# Exercise description
Copy every line of the records below where the word "BOIANIVSKA" occurs.

Saved entries:
■ ■ ■ ■
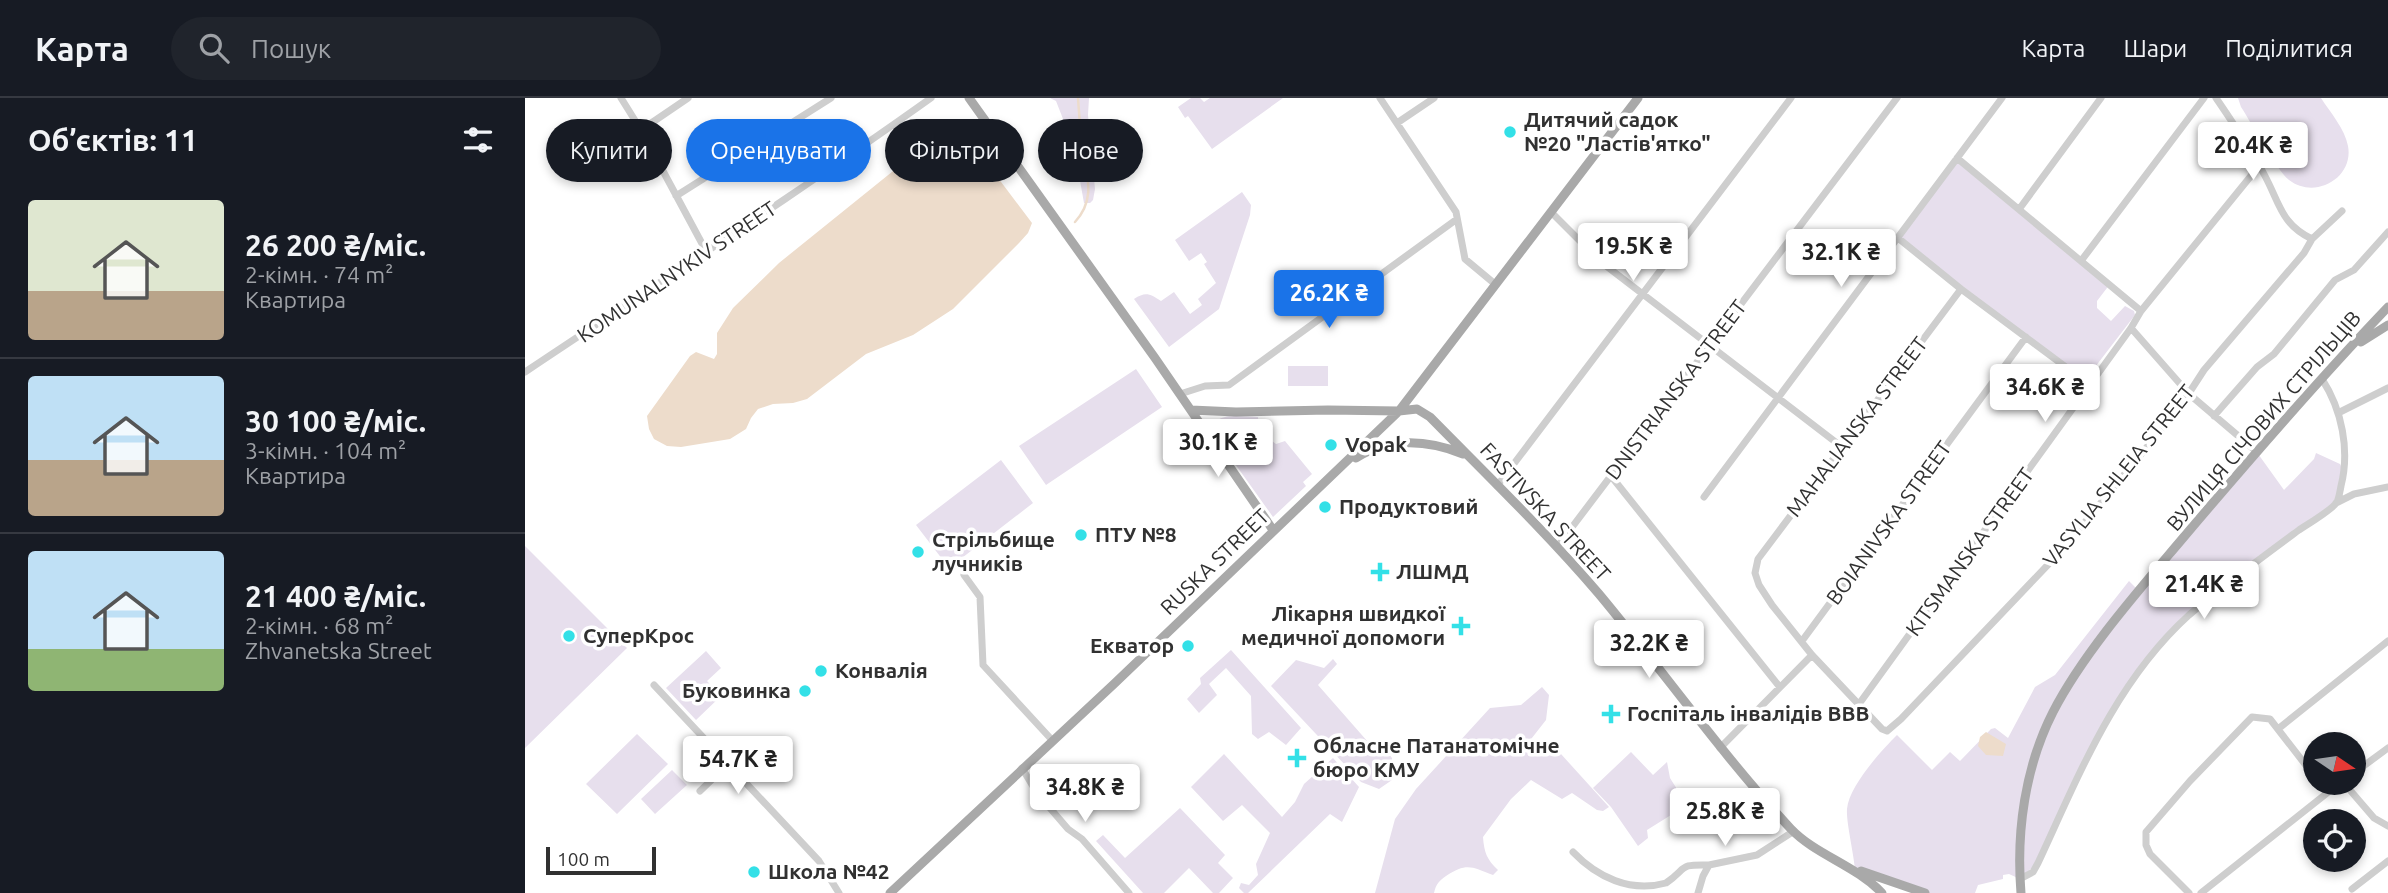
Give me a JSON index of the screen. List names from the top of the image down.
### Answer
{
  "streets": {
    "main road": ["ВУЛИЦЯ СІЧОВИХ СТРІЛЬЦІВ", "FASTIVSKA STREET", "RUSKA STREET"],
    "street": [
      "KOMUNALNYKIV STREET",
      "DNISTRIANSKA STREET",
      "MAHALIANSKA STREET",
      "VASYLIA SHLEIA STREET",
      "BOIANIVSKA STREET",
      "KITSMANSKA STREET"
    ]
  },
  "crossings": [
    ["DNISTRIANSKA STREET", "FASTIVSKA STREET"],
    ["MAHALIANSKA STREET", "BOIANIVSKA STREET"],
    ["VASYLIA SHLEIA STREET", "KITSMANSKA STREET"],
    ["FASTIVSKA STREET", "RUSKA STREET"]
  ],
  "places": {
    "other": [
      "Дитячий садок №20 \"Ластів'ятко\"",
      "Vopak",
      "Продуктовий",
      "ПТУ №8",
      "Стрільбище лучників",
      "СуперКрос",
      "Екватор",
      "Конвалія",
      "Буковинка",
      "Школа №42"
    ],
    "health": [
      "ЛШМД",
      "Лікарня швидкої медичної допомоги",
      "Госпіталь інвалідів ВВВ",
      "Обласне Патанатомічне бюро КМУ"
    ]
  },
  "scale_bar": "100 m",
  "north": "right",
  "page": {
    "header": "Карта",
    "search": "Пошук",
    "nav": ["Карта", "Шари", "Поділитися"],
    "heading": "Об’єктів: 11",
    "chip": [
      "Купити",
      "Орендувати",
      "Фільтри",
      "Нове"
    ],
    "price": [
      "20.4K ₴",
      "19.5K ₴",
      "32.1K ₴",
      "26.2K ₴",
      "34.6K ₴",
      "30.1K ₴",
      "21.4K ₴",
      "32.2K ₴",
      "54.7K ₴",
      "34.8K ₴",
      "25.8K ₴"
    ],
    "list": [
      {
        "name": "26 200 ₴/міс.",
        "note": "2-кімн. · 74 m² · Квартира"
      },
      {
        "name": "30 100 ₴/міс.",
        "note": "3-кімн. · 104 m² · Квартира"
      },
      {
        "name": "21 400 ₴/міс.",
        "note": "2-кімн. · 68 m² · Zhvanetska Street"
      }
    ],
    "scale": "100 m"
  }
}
■ ■ ■ ■
# Solution for this problem
      "BOIANIVSKA STREET",
    ["MAHALIANSKA STREET", "BOIANIVSKA STREET"],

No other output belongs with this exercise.